___ Entries supplied ___
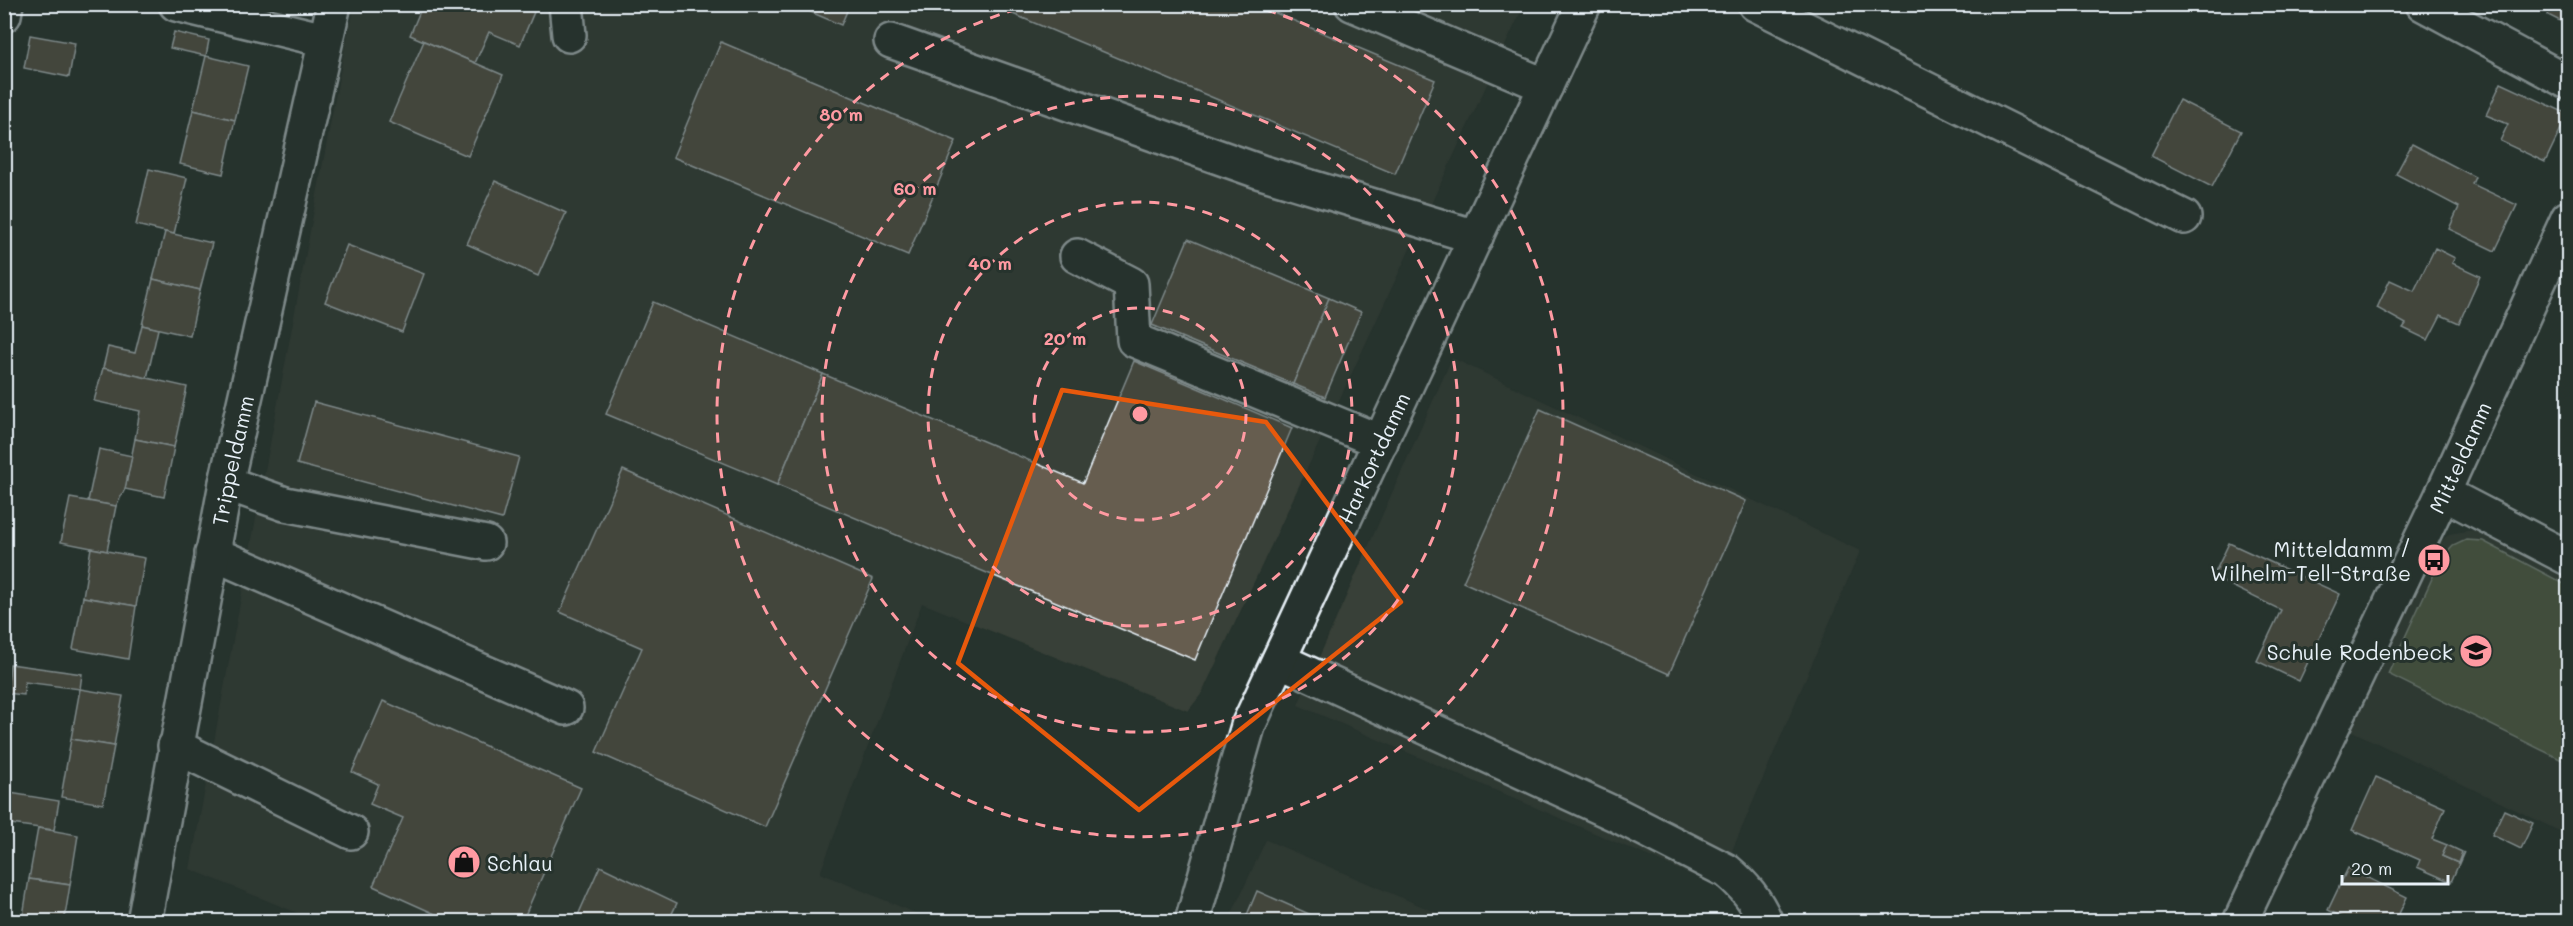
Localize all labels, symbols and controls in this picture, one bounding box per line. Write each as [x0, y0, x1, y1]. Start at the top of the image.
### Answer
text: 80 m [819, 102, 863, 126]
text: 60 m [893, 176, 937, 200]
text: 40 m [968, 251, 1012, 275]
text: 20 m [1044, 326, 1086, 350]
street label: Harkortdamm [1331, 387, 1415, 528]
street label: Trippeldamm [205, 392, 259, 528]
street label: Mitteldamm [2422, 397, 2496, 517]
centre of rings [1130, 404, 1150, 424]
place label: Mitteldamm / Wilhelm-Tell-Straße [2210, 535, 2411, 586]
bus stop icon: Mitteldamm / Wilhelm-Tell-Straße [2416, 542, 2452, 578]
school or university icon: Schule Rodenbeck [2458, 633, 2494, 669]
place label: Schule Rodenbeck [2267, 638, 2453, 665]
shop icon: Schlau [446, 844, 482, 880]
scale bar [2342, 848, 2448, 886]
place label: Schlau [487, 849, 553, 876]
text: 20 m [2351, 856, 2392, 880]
___
Each record above must be returned exactly as written, with its pictures omitted.

Localize all labels, symbols and controls in this picture, one bounding box per line. Write each as [x0, y0, x1, y1]. Start at the top of the image.
### Answer
text: 80 m [819, 102, 863, 126]
text: 60 m [893, 176, 937, 200]
text: 40 m [968, 251, 1012, 275]
text: 20 m [1044, 326, 1086, 350]
street label: Harkortdamm [1331, 387, 1415, 528]
street label: Trippeldamm [205, 392, 259, 528]
street label: Mitteldamm [2422, 397, 2496, 517]
centre of rings [1130, 404, 1150, 424]
place label: Mitteldamm / Wilhelm-Tell-Straße [2210, 535, 2411, 586]
bus stop icon: Mitteldamm / Wilhelm-Tell-Straße [2416, 542, 2452, 578]
school or university icon: Schule Rodenbeck [2458, 633, 2494, 669]
place label: Schule Rodenbeck [2267, 638, 2453, 665]
shop icon: Schlau [446, 844, 482, 880]
scale bar [2342, 848, 2448, 886]
place label: Schlau [487, 849, 553, 876]
text: 20 m [2351, 856, 2392, 880]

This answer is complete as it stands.